Plans of excursions are still in preparation. They are coordinated with the movement of the conference from Helsinki to Tallinn. There will be excurstions to:
(Medieval) Turku/Åbo: Turku is the oldest Finnish town, established in the thirteenth century. The town functioned as the administrative centre of Finland during the Swedish regime. The excursion will take you to the medieval castle and cathedral and will include a visit to Ristimäki, where archaeological excavations revealed remnants of a cemetery and a building, which could be a church dating from the mid-twelfth century.
Porvoo/Borgå: Porvoo is the second oldest town in Finland, which got its privileges around 1380. This picturesque town is situated only one hour’s drive from Helsinki. The excursion will take you to the old town that still has the medieval town plan, to the medieval cathedral and to “Castle Hill” next to Old town.
Suomenlinna/Sveaborg: Suomenlinna is a fortress built on islands just off Helsinki in the mid-eighteenth century. The fortress belongs to the UNESCO World Heritage list. A ferry will take you to Suomenlinna with a guided walking tour through the fortress, after which you will have time to look at the island on your own and visit its museums and cafés.

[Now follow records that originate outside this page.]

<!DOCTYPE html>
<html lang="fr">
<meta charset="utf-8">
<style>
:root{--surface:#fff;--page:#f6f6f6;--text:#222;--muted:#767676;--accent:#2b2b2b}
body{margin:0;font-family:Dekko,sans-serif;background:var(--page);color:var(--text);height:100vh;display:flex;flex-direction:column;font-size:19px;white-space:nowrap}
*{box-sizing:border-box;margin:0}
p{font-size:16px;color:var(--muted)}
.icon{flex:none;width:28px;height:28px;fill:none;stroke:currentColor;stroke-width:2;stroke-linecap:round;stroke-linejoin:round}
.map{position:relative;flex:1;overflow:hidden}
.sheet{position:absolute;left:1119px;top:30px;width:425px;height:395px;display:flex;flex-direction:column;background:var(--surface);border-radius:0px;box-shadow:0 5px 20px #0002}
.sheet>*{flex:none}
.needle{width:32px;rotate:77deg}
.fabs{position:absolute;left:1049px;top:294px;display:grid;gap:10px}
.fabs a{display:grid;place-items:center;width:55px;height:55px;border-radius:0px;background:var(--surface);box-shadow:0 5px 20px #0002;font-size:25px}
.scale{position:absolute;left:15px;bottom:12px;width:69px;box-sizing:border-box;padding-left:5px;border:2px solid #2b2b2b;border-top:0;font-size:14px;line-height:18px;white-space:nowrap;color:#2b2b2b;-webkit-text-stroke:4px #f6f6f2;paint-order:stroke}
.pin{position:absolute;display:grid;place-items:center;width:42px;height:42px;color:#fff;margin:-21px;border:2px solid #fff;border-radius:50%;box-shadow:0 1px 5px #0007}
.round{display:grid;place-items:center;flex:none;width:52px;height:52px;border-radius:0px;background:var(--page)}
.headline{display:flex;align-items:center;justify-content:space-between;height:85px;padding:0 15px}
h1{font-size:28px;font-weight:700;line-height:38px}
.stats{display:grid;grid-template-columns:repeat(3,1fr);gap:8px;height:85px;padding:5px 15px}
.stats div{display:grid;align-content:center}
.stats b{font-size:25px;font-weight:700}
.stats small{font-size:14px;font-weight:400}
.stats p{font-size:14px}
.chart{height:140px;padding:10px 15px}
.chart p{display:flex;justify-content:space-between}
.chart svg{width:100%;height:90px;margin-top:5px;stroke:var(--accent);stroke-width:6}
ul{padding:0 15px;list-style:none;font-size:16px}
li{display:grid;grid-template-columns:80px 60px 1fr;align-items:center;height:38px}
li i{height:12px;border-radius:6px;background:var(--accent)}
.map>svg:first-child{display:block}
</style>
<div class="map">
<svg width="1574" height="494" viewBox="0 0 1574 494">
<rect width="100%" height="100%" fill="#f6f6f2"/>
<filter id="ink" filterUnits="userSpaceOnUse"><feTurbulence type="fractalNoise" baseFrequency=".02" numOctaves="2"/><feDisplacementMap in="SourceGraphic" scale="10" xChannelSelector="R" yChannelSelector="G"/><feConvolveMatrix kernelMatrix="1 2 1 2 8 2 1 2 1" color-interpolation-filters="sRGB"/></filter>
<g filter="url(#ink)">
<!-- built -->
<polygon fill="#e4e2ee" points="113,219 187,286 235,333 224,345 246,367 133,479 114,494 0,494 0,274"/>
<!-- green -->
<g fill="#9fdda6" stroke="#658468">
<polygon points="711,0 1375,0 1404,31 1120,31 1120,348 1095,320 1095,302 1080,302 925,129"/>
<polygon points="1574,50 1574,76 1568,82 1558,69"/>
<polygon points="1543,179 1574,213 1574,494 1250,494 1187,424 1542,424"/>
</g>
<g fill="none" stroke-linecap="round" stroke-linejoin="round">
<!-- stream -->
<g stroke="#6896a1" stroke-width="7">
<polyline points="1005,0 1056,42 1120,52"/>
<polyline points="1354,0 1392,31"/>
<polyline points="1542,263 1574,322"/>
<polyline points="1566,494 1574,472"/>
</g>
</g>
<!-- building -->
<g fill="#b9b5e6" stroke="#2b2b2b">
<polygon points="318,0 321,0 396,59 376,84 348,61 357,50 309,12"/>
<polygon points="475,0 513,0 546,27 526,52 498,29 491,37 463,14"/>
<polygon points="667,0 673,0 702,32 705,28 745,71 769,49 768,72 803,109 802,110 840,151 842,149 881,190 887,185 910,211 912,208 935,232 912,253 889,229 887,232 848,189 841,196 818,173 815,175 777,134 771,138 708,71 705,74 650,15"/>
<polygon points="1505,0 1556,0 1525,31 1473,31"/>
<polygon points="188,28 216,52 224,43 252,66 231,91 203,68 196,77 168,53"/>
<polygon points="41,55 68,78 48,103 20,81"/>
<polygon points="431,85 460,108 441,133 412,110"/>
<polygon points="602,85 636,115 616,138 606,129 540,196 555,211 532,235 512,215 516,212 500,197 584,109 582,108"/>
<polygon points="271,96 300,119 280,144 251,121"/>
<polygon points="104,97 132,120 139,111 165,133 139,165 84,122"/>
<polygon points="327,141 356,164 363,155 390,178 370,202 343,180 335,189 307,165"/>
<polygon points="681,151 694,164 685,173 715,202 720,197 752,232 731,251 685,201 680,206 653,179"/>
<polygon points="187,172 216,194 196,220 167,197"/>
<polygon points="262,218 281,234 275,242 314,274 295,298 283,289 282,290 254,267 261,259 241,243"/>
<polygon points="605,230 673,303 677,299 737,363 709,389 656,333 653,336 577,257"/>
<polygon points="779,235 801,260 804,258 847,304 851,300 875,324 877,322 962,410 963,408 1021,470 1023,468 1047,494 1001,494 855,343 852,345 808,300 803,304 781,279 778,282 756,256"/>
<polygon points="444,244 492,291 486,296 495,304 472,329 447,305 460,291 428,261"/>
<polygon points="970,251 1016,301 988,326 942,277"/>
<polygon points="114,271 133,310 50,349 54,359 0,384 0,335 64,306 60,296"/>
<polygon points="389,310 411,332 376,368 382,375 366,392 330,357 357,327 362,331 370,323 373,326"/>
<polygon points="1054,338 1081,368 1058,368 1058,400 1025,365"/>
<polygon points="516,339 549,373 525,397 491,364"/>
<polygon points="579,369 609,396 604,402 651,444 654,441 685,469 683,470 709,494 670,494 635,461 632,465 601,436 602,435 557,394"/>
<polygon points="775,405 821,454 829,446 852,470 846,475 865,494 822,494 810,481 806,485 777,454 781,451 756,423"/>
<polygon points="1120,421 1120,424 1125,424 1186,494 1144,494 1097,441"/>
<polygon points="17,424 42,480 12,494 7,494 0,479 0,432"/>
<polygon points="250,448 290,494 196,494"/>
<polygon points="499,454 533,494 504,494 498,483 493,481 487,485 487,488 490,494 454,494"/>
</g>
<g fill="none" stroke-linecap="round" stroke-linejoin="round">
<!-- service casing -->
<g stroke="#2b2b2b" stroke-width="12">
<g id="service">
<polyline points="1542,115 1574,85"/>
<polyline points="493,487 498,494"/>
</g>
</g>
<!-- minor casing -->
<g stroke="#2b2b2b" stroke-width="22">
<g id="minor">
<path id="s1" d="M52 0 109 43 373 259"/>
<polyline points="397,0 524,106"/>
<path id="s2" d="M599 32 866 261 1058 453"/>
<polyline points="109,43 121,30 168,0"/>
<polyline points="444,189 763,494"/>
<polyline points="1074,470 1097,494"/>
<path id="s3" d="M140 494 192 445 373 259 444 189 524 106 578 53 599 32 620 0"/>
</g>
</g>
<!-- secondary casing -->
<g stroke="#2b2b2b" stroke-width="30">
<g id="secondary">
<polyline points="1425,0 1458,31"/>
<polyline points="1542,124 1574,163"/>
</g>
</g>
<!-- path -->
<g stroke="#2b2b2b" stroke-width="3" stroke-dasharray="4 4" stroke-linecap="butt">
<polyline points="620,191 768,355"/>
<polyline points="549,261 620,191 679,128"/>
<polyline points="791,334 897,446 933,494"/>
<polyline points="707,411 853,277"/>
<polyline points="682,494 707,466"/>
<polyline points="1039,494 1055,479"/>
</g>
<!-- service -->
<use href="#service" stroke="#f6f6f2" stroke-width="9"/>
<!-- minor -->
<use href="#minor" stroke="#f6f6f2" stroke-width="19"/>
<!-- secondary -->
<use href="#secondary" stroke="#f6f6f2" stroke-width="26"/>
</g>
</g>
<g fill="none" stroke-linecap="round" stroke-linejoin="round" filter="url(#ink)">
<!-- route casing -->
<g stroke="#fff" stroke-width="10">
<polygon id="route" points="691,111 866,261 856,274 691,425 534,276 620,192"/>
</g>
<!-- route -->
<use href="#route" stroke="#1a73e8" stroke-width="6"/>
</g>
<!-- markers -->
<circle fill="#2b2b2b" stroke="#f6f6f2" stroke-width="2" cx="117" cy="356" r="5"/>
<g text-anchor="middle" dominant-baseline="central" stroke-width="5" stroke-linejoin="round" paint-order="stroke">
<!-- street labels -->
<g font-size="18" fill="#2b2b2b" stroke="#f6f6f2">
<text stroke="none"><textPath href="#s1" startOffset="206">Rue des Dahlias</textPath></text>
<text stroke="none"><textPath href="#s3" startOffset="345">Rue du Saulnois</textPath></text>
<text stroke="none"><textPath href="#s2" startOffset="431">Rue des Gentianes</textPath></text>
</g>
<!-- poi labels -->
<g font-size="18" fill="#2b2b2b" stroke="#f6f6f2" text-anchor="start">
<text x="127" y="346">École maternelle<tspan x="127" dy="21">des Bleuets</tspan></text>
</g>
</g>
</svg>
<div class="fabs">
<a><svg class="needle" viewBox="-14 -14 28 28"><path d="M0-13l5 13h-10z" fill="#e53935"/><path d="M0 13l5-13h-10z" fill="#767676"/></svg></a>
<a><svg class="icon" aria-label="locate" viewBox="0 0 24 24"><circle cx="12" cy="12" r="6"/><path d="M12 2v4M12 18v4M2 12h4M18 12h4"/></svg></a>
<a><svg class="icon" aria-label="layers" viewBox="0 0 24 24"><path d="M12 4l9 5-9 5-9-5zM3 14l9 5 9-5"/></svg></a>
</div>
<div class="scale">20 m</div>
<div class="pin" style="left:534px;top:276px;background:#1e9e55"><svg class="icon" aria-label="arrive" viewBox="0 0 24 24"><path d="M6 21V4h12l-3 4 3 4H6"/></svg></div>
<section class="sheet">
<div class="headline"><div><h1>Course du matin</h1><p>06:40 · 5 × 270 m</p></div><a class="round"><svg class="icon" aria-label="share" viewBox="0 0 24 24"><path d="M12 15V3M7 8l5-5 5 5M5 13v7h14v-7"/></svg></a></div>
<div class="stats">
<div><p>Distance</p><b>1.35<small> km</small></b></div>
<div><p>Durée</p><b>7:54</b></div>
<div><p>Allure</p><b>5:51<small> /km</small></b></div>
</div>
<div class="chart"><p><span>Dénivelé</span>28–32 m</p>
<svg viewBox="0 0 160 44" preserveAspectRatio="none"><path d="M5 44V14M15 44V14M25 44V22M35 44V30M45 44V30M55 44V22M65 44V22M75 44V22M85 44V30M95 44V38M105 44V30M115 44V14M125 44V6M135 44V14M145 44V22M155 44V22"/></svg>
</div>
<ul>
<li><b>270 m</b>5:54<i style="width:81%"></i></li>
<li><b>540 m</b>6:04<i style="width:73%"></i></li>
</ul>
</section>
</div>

Hämeenlinna/Tavastehus and nearby archaeological sites: Hämeenlinna is situated 1.5 hours’ drive from Helsinki. It was established by the Swedish Crown in order to secure its position in the inland area of Finland in the thirteenth century. This castle made of brick is unique in Finland. The excursion includes a guided tour in the castle, as well as a brief visit to the medieval church of Hattula just north of Hämeenlinna.
Tallinn Old Town: The morning ferry to Tallinn takes two hours. Tallinn, the capital of Estonia, was established as a Hanseatic town in 1248. It has always had a strong Nordic connection, having been founded by Danes and ruled by Swedes for a long time. During the excursion we will visit the Old Town, with its well-preserved medieval wall and buildings. The excursion will take us to Niguliste church, where we will see Bernt Notke’s Dance Macabre from the fifteenth century, to the Estonian History Museum and to the Imperial park Kadriorg.
Post-Conference tour in Estonia: The excursion will start early Saturday morning, travelling first to the island of Vormsi, which, from the thirteenth century to 1944, was mainly inhabited by a Swedish-speaking population with its own, unique dialect and traditions. It will then move by bus to Saaremaa, Estonia’s largest island, where we will stay two nights in order to spend the whole day Sunday on Saaremaa and visit several interesting archaeological sites, especially Salme, where two Scandinavian burial ships from the eighth century have recently been excavated.